## Using the Twitter API: Bot Tutorial

##### Background: What is an API?

An Application Programming Interface (API) is the means by which a piece of software exposes some of its underlying functionality. Ideally an API is well documented so that application programmers can easily interact with it. 

We will look at a specific type of API: an interface exposed by a web site or a Web API. 

The practice of publishing APIs has allowed web communities to create an open architecture for sharing content and data.

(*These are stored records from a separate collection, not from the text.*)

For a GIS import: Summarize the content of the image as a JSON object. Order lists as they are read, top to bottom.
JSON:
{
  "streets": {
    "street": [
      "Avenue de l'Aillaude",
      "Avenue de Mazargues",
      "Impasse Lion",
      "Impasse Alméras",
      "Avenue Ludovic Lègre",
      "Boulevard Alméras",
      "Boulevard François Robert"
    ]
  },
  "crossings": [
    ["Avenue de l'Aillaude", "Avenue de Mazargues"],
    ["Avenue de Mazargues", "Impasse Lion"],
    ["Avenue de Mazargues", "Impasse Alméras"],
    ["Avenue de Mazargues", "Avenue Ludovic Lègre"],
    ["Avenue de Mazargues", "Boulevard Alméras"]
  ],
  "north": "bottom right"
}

In this way, content that is created in one place can be dynamically posted and updated in multiple locations on the web. For example, Amazon or eBay APIs allow developers to use the existing retail infrastructure to create specialized web stores. Other APIs allow for:

-Smartphone applications (for accessing Twitter, LinkedIn, Facebook etc.);<br>
-Maps with location data (like Yelp);<br>
-Online purchases (verification of credit-card data); and <br>
-Sharing content between social networking sites.

###### Twitter API 

Many APIs will require you to establish an authorization key. For the twitter API, you must create an application here: https://apps.twitter.com/app/new<br>

I can provide you with temporary keys to my bot's account during class. 

Otherwise, to fill out the application linked above following these instructions: 
Write in a Name and Desciption. You can put in a place filler like http://www.google.com for the Website.<br>
Leave the Callback URL empty.<br> 
Submit the form.

On the following page go to the Keys and Access Tokens tab and make a note of the <strong>API Key</strong> and <strong>API Secret</strong>. Scroll down and create an Access Token. Make a note of the <strong>Access Token</strong> and <strong>Access Token Secret</strong>.

In [None]:
api_key = 'ZPuTHu7jnNc8lHBfAeGYSOxVF'
api_secret = 'atHZU01QAGhc115KsBtKY7NrtuQ3xf6A0lTTd6xIwIKMGx7zvS'
access_token = '2420979512-KpKq2xtQifJHfqzfkUJjM6URLrucNYoF7rK4jE3'
access_secret = 'eFLBON1KQeAi5oqdEwZCn3bFGgNqznF5UPqKQ2cF5riMH'

###### Luckily, someone has already created many of the important functions to interact with the Twitter API and its data. We will use tweepy to perform some actions within this notebook file. 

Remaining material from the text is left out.